The edge can handle local real time data and communicate selected information to the cloud. The cloud delivers the most appropriate model to the edge based on the information transferred from the edge. Then, the edge inference module uses the delivered model to predict and derive results. The edge model manager stores the delivered model from the cloud in the edge model storage. This allows the edge inference module to use the stored model to generate predictions quickly. The results generated by the edge inference module can be used for any service at the edge directly.

3.2. Model Selection

This section describes how to generate candidate models and select the appropriate model for use on the edge. The role of the model selector is to deliver the most proper model to the local edge according to its characteristics.

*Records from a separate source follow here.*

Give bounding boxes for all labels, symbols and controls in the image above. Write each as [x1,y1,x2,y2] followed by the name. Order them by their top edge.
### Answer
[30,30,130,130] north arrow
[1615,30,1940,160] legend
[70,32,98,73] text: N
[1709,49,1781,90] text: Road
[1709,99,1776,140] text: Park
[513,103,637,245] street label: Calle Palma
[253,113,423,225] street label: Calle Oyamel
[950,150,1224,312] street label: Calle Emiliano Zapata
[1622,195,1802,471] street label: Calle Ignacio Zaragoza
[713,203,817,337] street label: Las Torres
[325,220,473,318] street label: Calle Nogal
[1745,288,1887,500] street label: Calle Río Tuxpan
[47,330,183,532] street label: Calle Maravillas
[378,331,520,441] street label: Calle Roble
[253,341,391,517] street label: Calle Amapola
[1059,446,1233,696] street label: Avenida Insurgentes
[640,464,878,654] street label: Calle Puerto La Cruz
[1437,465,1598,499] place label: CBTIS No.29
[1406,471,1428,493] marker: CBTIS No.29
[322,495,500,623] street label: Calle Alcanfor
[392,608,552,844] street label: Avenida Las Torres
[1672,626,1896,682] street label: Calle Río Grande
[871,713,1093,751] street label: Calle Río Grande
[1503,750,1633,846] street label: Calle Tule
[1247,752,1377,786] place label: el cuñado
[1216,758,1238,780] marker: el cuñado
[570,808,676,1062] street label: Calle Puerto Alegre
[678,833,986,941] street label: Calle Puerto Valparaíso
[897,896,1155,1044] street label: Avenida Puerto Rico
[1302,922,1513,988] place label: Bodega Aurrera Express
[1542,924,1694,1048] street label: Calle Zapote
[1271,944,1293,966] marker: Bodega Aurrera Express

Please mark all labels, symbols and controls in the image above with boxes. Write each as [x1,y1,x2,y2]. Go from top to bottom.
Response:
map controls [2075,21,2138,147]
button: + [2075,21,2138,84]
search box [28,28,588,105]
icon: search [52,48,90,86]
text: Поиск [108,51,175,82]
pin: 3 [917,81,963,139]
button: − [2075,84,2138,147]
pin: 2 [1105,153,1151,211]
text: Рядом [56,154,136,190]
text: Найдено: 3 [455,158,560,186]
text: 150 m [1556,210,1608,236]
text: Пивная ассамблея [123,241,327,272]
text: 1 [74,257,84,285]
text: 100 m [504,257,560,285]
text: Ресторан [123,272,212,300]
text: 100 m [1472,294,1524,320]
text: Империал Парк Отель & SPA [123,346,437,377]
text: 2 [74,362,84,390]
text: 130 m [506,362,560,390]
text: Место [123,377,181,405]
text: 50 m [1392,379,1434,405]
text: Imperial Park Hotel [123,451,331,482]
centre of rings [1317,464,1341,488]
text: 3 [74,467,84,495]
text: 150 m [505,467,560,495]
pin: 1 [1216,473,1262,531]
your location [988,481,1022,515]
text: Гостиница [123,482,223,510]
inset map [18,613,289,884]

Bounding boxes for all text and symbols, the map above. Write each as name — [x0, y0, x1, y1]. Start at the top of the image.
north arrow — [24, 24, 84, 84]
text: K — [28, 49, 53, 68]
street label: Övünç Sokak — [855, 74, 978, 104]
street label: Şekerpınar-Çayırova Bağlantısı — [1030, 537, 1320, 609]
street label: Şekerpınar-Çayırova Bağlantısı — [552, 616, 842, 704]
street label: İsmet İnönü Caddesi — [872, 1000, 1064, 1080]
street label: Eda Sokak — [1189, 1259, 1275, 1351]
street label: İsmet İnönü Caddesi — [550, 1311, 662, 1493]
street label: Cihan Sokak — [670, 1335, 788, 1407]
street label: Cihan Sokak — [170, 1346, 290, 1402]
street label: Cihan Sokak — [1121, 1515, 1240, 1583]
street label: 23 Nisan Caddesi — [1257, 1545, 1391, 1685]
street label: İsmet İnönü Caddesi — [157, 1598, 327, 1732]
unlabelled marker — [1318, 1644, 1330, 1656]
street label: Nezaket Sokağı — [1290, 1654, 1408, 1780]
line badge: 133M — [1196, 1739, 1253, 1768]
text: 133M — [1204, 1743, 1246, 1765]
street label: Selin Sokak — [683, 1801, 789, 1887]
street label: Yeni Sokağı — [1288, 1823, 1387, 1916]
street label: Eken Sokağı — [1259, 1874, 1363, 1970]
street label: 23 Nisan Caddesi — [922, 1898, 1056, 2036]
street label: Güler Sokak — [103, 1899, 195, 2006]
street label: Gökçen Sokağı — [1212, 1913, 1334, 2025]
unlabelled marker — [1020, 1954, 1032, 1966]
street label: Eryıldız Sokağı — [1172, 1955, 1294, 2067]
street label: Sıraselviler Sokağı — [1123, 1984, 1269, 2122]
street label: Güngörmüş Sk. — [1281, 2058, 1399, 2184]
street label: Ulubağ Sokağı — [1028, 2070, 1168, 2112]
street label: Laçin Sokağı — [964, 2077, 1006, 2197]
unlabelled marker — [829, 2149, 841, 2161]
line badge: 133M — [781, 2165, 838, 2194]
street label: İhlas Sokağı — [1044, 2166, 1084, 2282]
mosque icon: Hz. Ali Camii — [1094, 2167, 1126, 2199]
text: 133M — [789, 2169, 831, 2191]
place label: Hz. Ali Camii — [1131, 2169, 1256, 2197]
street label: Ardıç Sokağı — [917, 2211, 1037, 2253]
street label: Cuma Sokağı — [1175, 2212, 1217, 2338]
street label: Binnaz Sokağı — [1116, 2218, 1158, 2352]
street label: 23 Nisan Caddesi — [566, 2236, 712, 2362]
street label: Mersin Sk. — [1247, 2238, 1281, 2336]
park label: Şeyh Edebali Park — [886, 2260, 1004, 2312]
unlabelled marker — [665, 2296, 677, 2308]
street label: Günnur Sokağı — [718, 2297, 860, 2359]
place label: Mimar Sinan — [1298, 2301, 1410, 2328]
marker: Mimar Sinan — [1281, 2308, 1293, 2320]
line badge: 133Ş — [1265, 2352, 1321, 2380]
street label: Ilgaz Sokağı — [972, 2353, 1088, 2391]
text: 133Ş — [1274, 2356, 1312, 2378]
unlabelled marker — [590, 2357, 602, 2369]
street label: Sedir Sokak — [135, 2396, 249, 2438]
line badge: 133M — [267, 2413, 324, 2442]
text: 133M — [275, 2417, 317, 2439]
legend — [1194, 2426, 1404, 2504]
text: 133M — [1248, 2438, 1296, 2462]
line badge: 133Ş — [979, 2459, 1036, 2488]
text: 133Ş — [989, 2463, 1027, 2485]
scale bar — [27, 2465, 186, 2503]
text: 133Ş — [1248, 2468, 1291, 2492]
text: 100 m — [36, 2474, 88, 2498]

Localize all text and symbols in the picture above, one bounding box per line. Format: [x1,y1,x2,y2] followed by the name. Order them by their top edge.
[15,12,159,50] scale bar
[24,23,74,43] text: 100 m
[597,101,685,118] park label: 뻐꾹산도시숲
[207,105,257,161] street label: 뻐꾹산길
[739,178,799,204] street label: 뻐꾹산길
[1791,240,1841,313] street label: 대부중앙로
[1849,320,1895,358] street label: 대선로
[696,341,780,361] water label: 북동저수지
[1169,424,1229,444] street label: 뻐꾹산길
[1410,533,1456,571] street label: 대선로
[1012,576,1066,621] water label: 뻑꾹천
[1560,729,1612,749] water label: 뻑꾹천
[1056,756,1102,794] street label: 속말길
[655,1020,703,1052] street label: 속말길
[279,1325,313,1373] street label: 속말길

The larger the data that the edge sends and receives to/from the cloud, the higher the network dependency and the greater the privacy-related concerns. In this paper, the edge transmits minimum sample data to select the optimal model. This means that only selected data of a certain period are sent instead of transmitting all of the data. Additionally, the prediction model can be chosen based on the correlation between the edge and the training dataset.
To predict multiple factors in different spaces, individual pieces of data in each space must be used independently for learning. When 2 sensor values are predicted for M spaces, 2 × M prediction models are generated. The most suitable model is transferred to the edge according to the feedback of the ML model selector.
Its data type must also be converted to a format suitable for training input. For example, when long-short term memory (LSTM) is used as the main machine learning method for the test in this paper, data from a specific period (not data for a specific time point) are used as an input. In this paper, LSTM is used as a representative prediction algorithm to test the proposed framework; however, it should be noted that other prediction algorithms can be also used.
Figure 3 shows the simple data flow used to find the right model at the edge. First, the cloud collects public data for training at each space and generates a model for each station that can predict various factors based on the data. At the edge, some of the locally collected data are transferred to the cloud for initial model selection. This solves the privacy problem by sending only the initial sample data, for which the user’s permission has been granted, but not all of the real-time data. The cloud computes the correlation between the local data of the factor to be predicted and the data of the factor of the public spaces used for training over time and determines the space with the highest correlation. Then, the prediction model generated based on the selected space is selected as the most suitable model; this is used in the edge. If the user does not want to send even the sample data, it is possible to take sample data from the cloud, calculate the correlation at the edge, and determine the appropriate model information at the edge. The edge model manager can deliver the least amount of information to the cloud.
Figure 3. Simple model selection flow to find the most proper model.
Algorithm 1. Model Selection
Information:
  n = the number of sample space
  f = the factor to be targeted
  D = The set of sample data crawled from n sample spaces
  d = The data set that was crawled from the new edge space to be predicted
Input:
  Df = partial data of D including only f factor
  df = partial data of d including only f factor
  Mf = n candidate models predicting the future status of factor f based on individual sample space data
Output:
  Edge_model
function:
  Model_selection(Df, df, Mf)
  C = correlation(Df, df)
  Edge_model_num = C.index(max(C))
  Edge_model = get_model(Mf, Edge_model_num)
  return Edge_model
For example, the service provider generates models that predict the future status of factor1 and factor2 with public data from N spaces. Additionally, it wants to deploy the same prediction service for a new SpaceN. However, a new user staying at SpaceN does not want to transfer environmental information indiscriminately to the cloud. In addition, it is also assumed that there is no appropriate edge that can make the prediction model because it does not have sufficient computing resources by itself at SpaceN. In this case, the cloud cannot train local data to generate its own model and the edge does not have sufficient computing power for training; therefore, it is impossible to generate a predictive model. The only way to provide the prediction service for new users in SpaceN is to use a predefined model in the cloud. However, for time series IoT sensor data prediction, which is highly affected by several various complex factors, it is difficult to use a general standardized model because it depends on the spatial and temporal characteristics of each space. To overcome this problem, this paper proposes a new method. Only sample data of SpaceN are transmitted to the cloud as information for selecting the most suitable model.
Algorithm 1 describes the detailed procedure of model selection. The model selector calculates the correlation Df and df where f is the factor to be targeted, D is the set of sample data from n sample spaces, and d is the data set from new edge space for the same time duration. Then, it finds the most similar space that has the highest correlation and sends the model trained by data from this space. For example, if factor1 data of Space2 have the highest correlation with SpaceN during the time interval of the sample data, the factor1 prediction model trained with Space2 data is transferred to the edge in SpaceN. Also, the factor2 prediction model of SpaceM can be used if the factor2 correlation between SpaceM and SpaceN is the highest.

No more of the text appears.